To resolve that debt, the company was put up for auction in April. The sale ended when the group of senior lenders - 16 financial institutions including Angelo, Gordon & Co., Alden Global Capital, and Credit Suisse - bought the company for $139 million, including $105 million in cash.

That bid topped a $129 million offer from a group of local investors that included Perelman and the Carpenters' pension fund.

The second auction was necessary because the lenders, operating as Philadelphia Media Network Inc., failed to reach a contract agreement with the company's unionized drivers in time to meet last week's deadline for the sale and the conclusion of the bankruptcy.

Philadelphia Media Network had said since last week that it planned to bid and prevail in Thursday's auction.

Philadelphia Media Network had been far along in its takeover plans for the company when its deal fell apart. It had named a chief executive officer, Gregory Osberg, and four members to a board of directors. It also had negotiated new contracts with 15 of the company's 16 unions.

Fred S. Hodara, lead attorney for Philadelphia Media Network, declined comment Wednesday after the bids were announced.

The second bid comes from an entity called Rayco L.L.C., which is made up of Perelman and the Carpenters Union pension fund, according to J. Gregory Milmoe, Perelman's attorney.

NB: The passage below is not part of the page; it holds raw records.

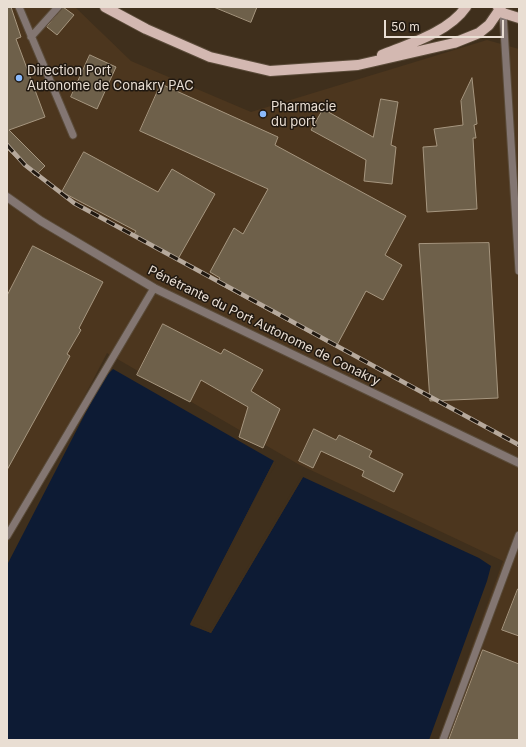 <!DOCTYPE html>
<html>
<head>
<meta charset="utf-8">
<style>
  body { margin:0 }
  #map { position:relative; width:526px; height:747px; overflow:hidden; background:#3f2f1c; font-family:Inter,sans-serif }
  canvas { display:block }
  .frame { position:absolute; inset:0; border:8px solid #e9ded3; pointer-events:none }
  .scale { position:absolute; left:384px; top:20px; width:120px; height:18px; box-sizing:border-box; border:2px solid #e9ded3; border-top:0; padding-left:5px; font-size:12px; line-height:14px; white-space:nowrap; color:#e9ded3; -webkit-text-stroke:3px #201810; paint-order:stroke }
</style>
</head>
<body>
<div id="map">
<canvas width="526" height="747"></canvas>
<div class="frame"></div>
<div class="scale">50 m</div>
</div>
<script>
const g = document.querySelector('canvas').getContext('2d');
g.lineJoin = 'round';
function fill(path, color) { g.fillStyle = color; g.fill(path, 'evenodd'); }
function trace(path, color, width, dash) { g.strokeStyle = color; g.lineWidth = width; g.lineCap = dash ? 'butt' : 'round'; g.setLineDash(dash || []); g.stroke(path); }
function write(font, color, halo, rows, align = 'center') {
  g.font = font + ' Inter,sans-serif'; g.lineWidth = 3; g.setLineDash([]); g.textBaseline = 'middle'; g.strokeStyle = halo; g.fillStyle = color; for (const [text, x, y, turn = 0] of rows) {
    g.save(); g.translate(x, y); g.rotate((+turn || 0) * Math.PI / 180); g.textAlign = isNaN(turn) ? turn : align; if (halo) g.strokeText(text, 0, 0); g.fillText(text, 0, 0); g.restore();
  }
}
fill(new Path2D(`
  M7,7H75L131,61L251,112L487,40L519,49V740H438L503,561L298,464L107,353L7,545Z`), '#4c361e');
fill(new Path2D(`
  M113,369L274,461L190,625L211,633L303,477L479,558L491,566L487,581L429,740H7V565L103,379Z`), '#0d1b34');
fill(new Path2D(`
  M274,461L276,462L274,468L262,485L193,623L210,631L301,476L303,477L211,633L190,624Z`), '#3f2f1c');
const building = new Path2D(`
  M7,7H11L21,37L16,39L45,117L9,130L45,166L35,176L7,149Z
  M63,7L74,15L57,35L47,27Z
  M214,7H257L251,22Z
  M90,55L116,67L97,109L71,97Z
  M472,78L477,124L474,125L476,138H473L477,209L427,212L423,147L437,146L434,129L463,125L461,101Z
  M161,84L278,137L275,145L406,216L385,255L402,265L383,300L366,291L336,347L217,283L220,278L210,272L234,228L243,234L268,189L140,131Z
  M381,99L398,102L391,145L396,147L392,184L364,181L366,160L311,130L323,109L373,137Z
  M84,152L158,192L172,169L215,194L178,259L134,234L136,231L62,192Z
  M489,243L498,398L430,401L419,244Z
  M33,246L103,282L79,328L81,330L67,354L70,356L7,470V296Z
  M163,324L221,354L224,349L263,370L251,391L280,409L263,448L239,437L248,407L201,380L190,402L137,375Z
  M314,429L336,440L339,435L372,451L369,457L403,474L394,492L362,476L364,471L321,451L313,468L299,461Z
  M518,589H519V636L502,630Z
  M483,650L519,664V740H449Z`);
fill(building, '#6e604a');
trace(building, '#a6967f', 1);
const service = new Path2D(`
  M19,7L73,135
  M503,13L519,271
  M31,37L58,7
  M7,536L154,288
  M443,740L519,535`);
const tertiary = new Path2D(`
  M7,197L41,221L154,288L519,463`);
const primary = new Path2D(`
  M105,7L146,29L210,57L270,71L358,65L454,43L479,33L489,25L500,9
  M498,7L503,13L519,18
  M382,55C409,44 449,32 466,7`);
trace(service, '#5a4b39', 9);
trace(tertiary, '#5a4b39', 10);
trace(primary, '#5a4b39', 12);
trace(service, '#837672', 7);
trace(tertiary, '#837672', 8);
trace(primary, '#d3b8b1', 10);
const rail = new Path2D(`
  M7,145L25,165L74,203L519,445`);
trace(rail, '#b6a99c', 4.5);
trace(rail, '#201810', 3, [9]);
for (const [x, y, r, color] of [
  [19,78,4,"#8bbafc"],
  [263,114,4,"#8bbafc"]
]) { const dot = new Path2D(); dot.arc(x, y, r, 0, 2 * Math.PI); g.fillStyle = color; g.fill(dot); trace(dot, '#201810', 1.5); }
write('13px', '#e9ded3', '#201810', [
  ["Direction Port",27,71],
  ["Autonome de Conakry PAC",27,86],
  ["Pharmacie",271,107],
  ["du port",271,122]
], 'left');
write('13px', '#e9ded3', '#201810', [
  ["Pénétrante du Port Autonome de Conakry",264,326,26]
]);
</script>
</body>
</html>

Perelman's son, Ronald O. Perelman, owner of Revlon Cosmetics, had been part of the bidding in April.

Perelman, who is 93, did not return calls Wednesday for comment. He told the Associated Press that his son would not be part of the bid for the newspapers.

"Ronny has a genuine interest in it," Raymond Perelman said. "But the money is mine."

Ed Coryell, business manager for the Carpenters' fund, could not be reached for comment.

The pension fund was among the original investors in Philadelphia Newspapers when it bought The Inquirer, Daily News, and Philly.com in 2006.

Perelman's latest bid was saluted by Teamsters Local 628, the union that represents the company's drivers. Efforts to get a contract with the drivers failed on the issue of a pension plan. Philadelphia Media Network said it would not continue in the pension plan, but would create and fund two defined-contribution programs instead.

John Laigaie, president of Local 628, said he met with Perelman recently and came away believing the union could reach a resolution on the pension issue with him.

"In talking to him, I really think he understands the needs of the workers," Laigaie said.

Perelman is expected in court Thursday for the auction.

Lawrence G. McMichael, lead attorney for Philadelphia Newspapers, said this auction should be a much shorter affair than the April sale, which went for 29 hours.

"I think it will go quickly," he told Chief Bankruptcy Judge Stephen Raslavich. "I'm cautiously optimistic we won't be here real late tomorrow."